- _What to produce_
Filter the data for "Berkshire" and copy matching lines.

- _Excerpted data_

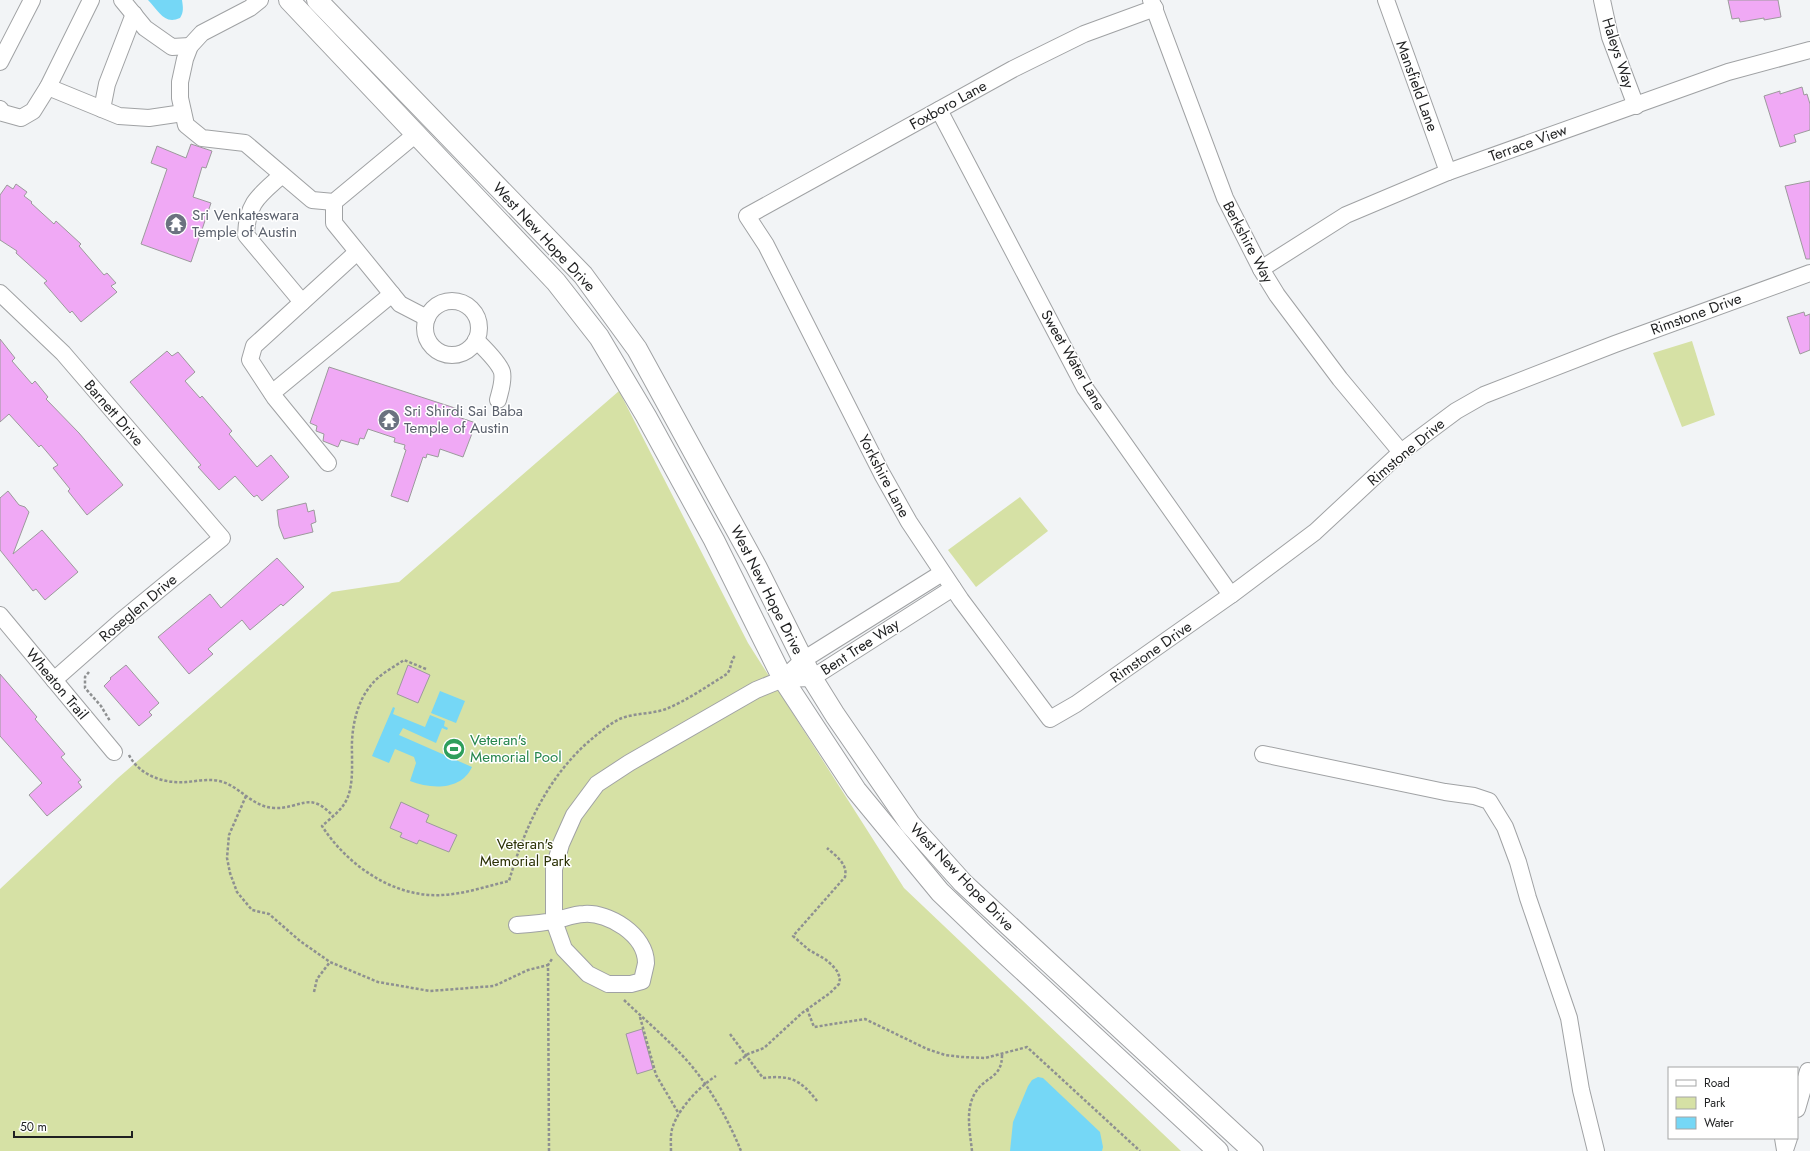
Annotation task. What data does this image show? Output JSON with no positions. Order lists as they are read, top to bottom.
{
  "streets": {
    "main road": ["West New Hope Drive"],
    "street": [
      "Haleys Way",
      "Mansfield Lane",
      "Foxboro Lane",
      "Terrace View",
      "Berkshire Way",
      "Rimstone Drive",
      "Sweet Water Lane",
      "Barnett Drive",
      "Yorkshire Lane",
      "Roseglen Drive",
      "Bent Tree Way",
      "Wheaton Trail"
    ]
  },
  "crossings": [
    ["Haleys Way", "Terrace View"],
    ["Mansfield Lane", "Terrace View"],
    ["Foxboro Lane", "Berkshire Way"],
    ["Foxboro Lane", "Sweet Water Lane"],
    ["Foxboro Lane", "Yorkshire Lane"],
    ["Terrace View", "Berkshire Way"],
    ["West New Hope Drive", "Bent Tree Way"],
    ["Berkshire Way", "Rimstone Drive"],
    ["Rimstone Drive", "Sweet Water Lane"],
    ["Rimstone Drive", "Yorkshire Lane"],
    ["Barnett Drive", "Roseglen Drive"],
    ["Yorkshire Lane", "Bent Tree Way"],
    ["Roseglen Drive", "Wheaton Trail"]
  ],
  "parks": ["Veteran's Memorial Park"],
  "places": {
    "temple": ["Sri Venkateswara Temple of Austin", "Sri Shirdi Sai Baba Temple of Austin"],
    "sports": ["Veteran's Memorial Pool"]
  },
  "legend": ["Road", "Park", "Water"],
  "scale_bar": "50 m"
}
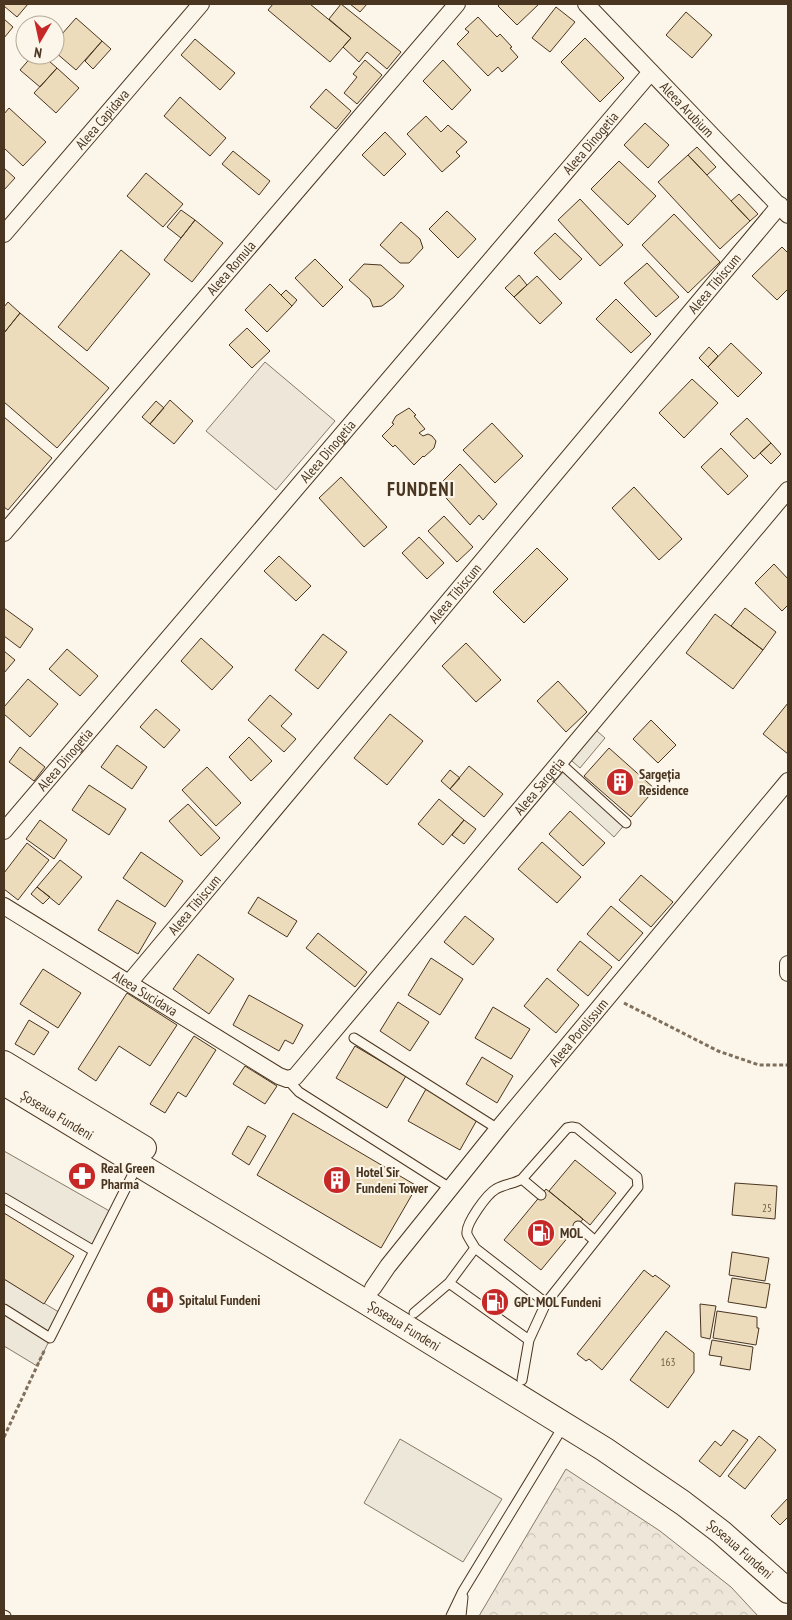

- _Result_
      "Berkshire Way",
    ["Foxboro Lane", "Berkshire Way"],
    ["Terrace View", "Berkshire Way"],
    ["Berkshire Way", "Rimstone Drive"],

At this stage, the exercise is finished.